I am noticing a weird behavior with assert_called_once
and assert_called_once_with
in python. This is my real simple test:
File module/a.py
from .b import B
class A(object):
def __init__(self):
self.b = B("hi")
def call_b_hello(self):
print(self.b.hello())
File module/b.py
class B(object):
def __init__(self, string):
print("created B")
self.string = string;
def hello(self):
return self.string
These are my tests:
import unittest
from mock import patch
from module.a import A
class MCVETests(unittest.TestCase):
@patch('module.a.B')
def testAcallBwithMockPassCorrect(self, b1):
a = A()
b1.assert_called_once_with("hi")
a.call_b_hello()
a.b.hello.assert_called_once()
@patch('module.a.B')
def testAcallBwithMockPassCorrectWith(self, b1):
a = A()
b1.assert_called_once_with("hi")
a.call_b_hello()
a.b.hello.assert_called_once_with()
@patch('module.a.B')
def testAcallBwithMockFailCorrectWith(self, b1):
a = A()
b1.assert_called_once_with("hi")
a.b.hello.assert_called_once_with()
@patch('module.a.B')
def testAcallBwithMockPassWrong(self, b1):
a = A()
b1.assert_called_once_with("hi")
a.b.hello.assert_called_once()
if __name__ == '__main__':
unittest.main()
My problem as stated in the name of the function is:
Am I doing something wrong? I am not sure but reading the documentation docs python:
assert_called_once(*args, **kwargs)
Assert that the mock was called exactly once.

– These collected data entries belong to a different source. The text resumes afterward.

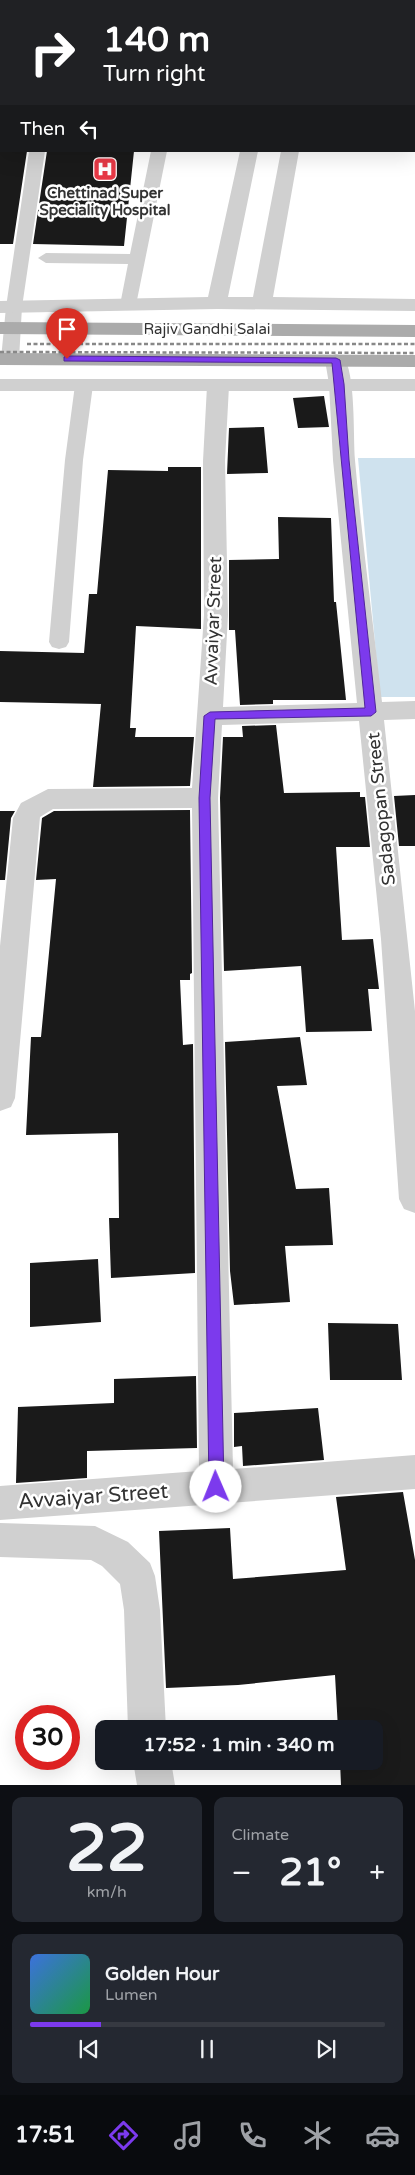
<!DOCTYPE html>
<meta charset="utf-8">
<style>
:root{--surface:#171b24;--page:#242831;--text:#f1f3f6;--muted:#9ea1a6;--line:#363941;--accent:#7c3aed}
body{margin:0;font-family:"Varela Round",sans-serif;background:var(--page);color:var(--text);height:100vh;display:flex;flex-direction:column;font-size:19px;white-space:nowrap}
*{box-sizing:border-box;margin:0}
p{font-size:16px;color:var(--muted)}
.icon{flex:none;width:28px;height:28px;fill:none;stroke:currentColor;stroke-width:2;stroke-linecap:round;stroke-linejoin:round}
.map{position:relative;height:1785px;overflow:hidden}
.sheet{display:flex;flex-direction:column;gap:12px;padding:12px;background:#0d0f14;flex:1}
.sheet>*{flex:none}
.guide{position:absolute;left:0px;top:0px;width:415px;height:152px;box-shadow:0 5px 20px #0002;background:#202124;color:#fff;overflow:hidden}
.speed{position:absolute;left:15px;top:1705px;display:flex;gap:10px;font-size:25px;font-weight:700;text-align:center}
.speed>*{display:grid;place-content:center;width:65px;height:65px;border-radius:50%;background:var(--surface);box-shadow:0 5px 20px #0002;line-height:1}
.speed .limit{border:8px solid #d22;background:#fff;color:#111}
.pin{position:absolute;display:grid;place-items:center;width:42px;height:42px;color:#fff;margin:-51px -21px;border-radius:50% 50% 50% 0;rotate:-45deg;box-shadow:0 0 5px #0007}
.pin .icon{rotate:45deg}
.me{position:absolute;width:55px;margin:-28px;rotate:359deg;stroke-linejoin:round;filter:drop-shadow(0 0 4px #0008)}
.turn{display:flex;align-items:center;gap:18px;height:105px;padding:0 20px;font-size:22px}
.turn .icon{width:65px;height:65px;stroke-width:2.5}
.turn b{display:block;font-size:35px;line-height:42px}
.then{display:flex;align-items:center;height:48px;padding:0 20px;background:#0003;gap:10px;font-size:19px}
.big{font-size:38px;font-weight:700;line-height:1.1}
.sheet .widget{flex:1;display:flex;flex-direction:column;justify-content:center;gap:8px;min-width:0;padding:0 18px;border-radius:10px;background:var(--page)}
.sheet .dial{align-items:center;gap:0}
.dial b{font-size:65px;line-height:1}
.song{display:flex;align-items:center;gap:15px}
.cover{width:60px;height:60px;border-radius:8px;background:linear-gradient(135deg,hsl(220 70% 55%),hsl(140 70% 35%))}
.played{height:5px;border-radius:2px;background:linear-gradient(90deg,var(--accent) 20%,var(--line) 20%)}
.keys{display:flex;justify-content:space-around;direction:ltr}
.heat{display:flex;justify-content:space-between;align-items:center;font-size:28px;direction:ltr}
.sheet .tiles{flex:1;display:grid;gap:12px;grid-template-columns:1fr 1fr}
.widget:last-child{grid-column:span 2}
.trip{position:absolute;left:95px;top:1720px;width:288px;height:50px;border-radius:10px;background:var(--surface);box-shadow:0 5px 20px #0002;font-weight:700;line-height:50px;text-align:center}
.tab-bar{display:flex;height:80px;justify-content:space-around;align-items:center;background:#090b0e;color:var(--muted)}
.tab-bar .icon{width:35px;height:35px}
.tab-bar .selected{color:var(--accent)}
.tab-bar b{font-size:22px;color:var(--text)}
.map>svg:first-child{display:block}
.water{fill:#cfe2ee}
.building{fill:#1a1a1a}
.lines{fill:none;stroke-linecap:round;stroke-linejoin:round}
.service{fill:#d0d0d0;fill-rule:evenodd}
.minor{fill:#d0d0d0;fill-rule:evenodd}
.tertiary{fill:#d0d0d0;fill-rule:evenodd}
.primary{fill:#ababab;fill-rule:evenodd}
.rail{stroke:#888;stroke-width:2.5;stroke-dasharray:4 2.5;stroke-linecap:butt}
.route{fill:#7c3aed;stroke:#51269a}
.labels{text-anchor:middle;stroke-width:5;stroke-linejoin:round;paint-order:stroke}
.far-poi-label{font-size:15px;font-weight:bold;fill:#333;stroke:#fff}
.far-street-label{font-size:15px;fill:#333;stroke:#fff}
.street-label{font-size:18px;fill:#333;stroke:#fff}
.near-street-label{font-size:21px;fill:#333;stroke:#fff}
</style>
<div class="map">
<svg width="415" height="1785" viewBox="0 0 415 1785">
<rect width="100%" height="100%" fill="#fff"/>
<path class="water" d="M358,458H415V697H380Z"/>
<path class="building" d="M0,151H27L13,244H0Z
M47,151H134L124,246L33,244Z
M324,396L329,427L298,428L293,398Z
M264,427L268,473L227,474L229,428Z
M168,467H201V629L136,626L130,728H136L135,737H194L190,786L93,787L101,704L0,702V651L84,653L89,594H97L108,470L168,471Z
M278,517L331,518L334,602H336L346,700H273V704L240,705L235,630H229V560L279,559Z
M276,725L284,793L360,792V797H365L370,847H336L342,940L373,939L379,989H368L372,1031L306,1032L301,966L224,971L220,798L223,737H243L242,726Z
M415,795V846H399L394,796Z
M190,810L192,973L190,974V980H180L183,1045L193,1044L195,1273L111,1278L109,1218H119L118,1133L26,1135L31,1037H41L56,879L36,880L42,818L54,811Z
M0,811H15L11,818L5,880H0Z
M300,1037L307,1085L277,1086L296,1189L329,1188L333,1245L285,1246L290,1302L234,1305L230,1271L225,1042Z
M98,1259L101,1322L30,1327V1263Z
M328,1323L398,1324L402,1380H330Z
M196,1376L197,1448L87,1451V1478L16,1483L18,1407L114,1403V1379Z
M318,1408L324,1460L243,1466L242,1446L234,1447V1413Z
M403,1492L415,1560V1785H341L340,1761H374V1729H338L335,1675L238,1685L166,1688L159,1531L230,1528L233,1579L346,1570L336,1497Z"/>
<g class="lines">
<path class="service" d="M39,0H53V1H39Z
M0,102H1V110H0Z
M0,125L1,126V135H0Z
M29,151H45L22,307L19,359L16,363H4L1,359L6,307Z
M151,151H167L136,305L134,309H122L120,305L128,264L46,263L38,258L46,253L130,254Z
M84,380L90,381L93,385L83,460L69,642L66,647L59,649L52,647L49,642L65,460L75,385L78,381Z"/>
<path class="minor" d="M336,354L343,356C356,373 353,436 355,460C362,541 373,622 382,702L415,701V719L384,720L415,1011V1213L404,1209L399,1199L381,939L359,721L222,725L218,798L233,1469L415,1455V1489L0,1520V1486L199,1471L192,808L53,809L40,817L15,1098L11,1107L0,1111V946L13,818L21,803L48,789L192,788L204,615L203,461L207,386L210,381L218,380L226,381L229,386L225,461L228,615L223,707L357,703L333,460L329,384L325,360L329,356Z
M0,1523L95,1526L128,1542L150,1563L155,1576L160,1610L166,1729H128L124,1610L120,1584L102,1566L91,1560L0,1557Z
M133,1761H171L175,1785H137Z"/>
<path class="tertiary" d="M273,0H289V1H273Z
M310,0H326V1H310Z
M240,151H258L228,297H253L281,151H299L273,297L415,299V311L217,309L0,313V301L208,297Z
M0,379H415V391H0Z"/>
<path class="primary" d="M0,322L415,325V337L0,334Z
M0,353L415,355V367L0,365Z"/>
<path class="rail" d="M27,344H415
M0,352L415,353"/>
</g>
<path class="route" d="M67,356L336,358L340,360L344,384L349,460L376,712L371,716L215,719L210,798L224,1487L221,1492L216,1494L211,1492L209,1487L199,798L204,716L210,712L365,708L332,363L64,361V357Z"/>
<defs>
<g id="hospital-square" transform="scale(1.25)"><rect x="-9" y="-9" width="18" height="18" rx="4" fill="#e63946" stroke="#fff"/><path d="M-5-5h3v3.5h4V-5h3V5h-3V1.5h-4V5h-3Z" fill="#fff"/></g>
</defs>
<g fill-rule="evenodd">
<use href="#hospital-square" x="105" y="169"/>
</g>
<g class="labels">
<g class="far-poi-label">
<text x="105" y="198">Chettinad Super<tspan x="105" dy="17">Speciality Hospital</tspan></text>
</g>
<g class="far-street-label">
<text x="207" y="334">Rajiv Gandhi Salai</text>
</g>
<g class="street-label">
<text transform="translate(213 621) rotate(-88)" y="6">Avvaiyar Street</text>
<text transform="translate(381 809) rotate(-96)" y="6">Sadagopan Street</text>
</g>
<g class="near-street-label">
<text transform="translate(93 1496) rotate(-4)" y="7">Avvaiyar Street</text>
</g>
</g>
</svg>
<div class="speed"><div class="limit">30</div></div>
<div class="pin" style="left:67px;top:359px;background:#d93025"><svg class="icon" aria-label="arrive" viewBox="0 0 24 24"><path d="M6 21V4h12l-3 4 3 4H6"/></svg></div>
<svg class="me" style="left:216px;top:1487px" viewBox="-20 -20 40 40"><circle r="19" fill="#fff"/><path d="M0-13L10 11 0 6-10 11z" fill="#7c3aed"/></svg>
<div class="trip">17:52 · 1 min · 340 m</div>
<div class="guide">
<div class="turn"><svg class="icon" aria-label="right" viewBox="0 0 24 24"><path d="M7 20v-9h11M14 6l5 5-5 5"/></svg><div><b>140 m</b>Turn right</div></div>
<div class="then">Then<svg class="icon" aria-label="left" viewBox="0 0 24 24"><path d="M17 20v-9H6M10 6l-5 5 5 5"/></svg></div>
</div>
</div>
<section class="sheet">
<div class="tiles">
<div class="widget dial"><b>22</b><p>km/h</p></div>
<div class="widget"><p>Climate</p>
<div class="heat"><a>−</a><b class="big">21°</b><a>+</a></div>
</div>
<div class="widget">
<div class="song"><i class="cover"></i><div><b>Golden Hour</b><p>Lumen</p></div></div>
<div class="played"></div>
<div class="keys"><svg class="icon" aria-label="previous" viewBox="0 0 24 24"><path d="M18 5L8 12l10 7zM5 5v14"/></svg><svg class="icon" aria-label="pause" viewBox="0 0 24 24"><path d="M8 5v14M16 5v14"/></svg><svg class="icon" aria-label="next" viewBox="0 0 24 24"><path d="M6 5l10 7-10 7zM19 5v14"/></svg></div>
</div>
</div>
</section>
<nav class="tab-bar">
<b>17:51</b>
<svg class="icon selected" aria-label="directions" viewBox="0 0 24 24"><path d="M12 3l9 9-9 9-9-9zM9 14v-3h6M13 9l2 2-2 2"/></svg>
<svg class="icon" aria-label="music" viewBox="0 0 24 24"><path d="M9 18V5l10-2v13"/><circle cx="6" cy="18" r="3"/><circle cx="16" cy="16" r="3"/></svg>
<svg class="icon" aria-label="phone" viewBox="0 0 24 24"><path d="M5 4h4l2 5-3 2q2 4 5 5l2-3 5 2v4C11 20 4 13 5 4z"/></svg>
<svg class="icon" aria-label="climate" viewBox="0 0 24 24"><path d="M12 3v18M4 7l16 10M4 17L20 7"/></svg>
<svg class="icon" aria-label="car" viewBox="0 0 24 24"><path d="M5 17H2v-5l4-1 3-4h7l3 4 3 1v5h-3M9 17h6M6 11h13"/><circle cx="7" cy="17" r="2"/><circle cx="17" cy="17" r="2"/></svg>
</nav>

With Mock you can mock magic methods but you have to define them. MagicMock has "default implementations of most of the magic methods.". If you don't need to test any magic methods, Mock is adequate and doesn't bring a lot of extraneous things into your tests.
assert_called_once_with() is used to check if the method is called with a particular set of arguments.
MagicMock. MagicMock objects provide a simple mocking interface that allows you to set the return value or other behavior of the function or object creation call that you patched. This allows you to fully define the behavior of the call and avoid creating real objects, which can be onerous.
patch() unittest. mock provides a powerful mechanism for mocking objects, called patch() , which looks up an object in a given module and replaces that object with a Mock . Usually, you use patch() as a decorator or a context manager to provide a scope in which you will mock the target object.
This is old, but for others landing here...
For python < 3.6, assert_called_once
isn't a thing and so you're actually making a mocked function call which doesn't error
Please see: http://engineroom.trackmaven.com/blog/mocking-mistakes/
You can check the call count instead.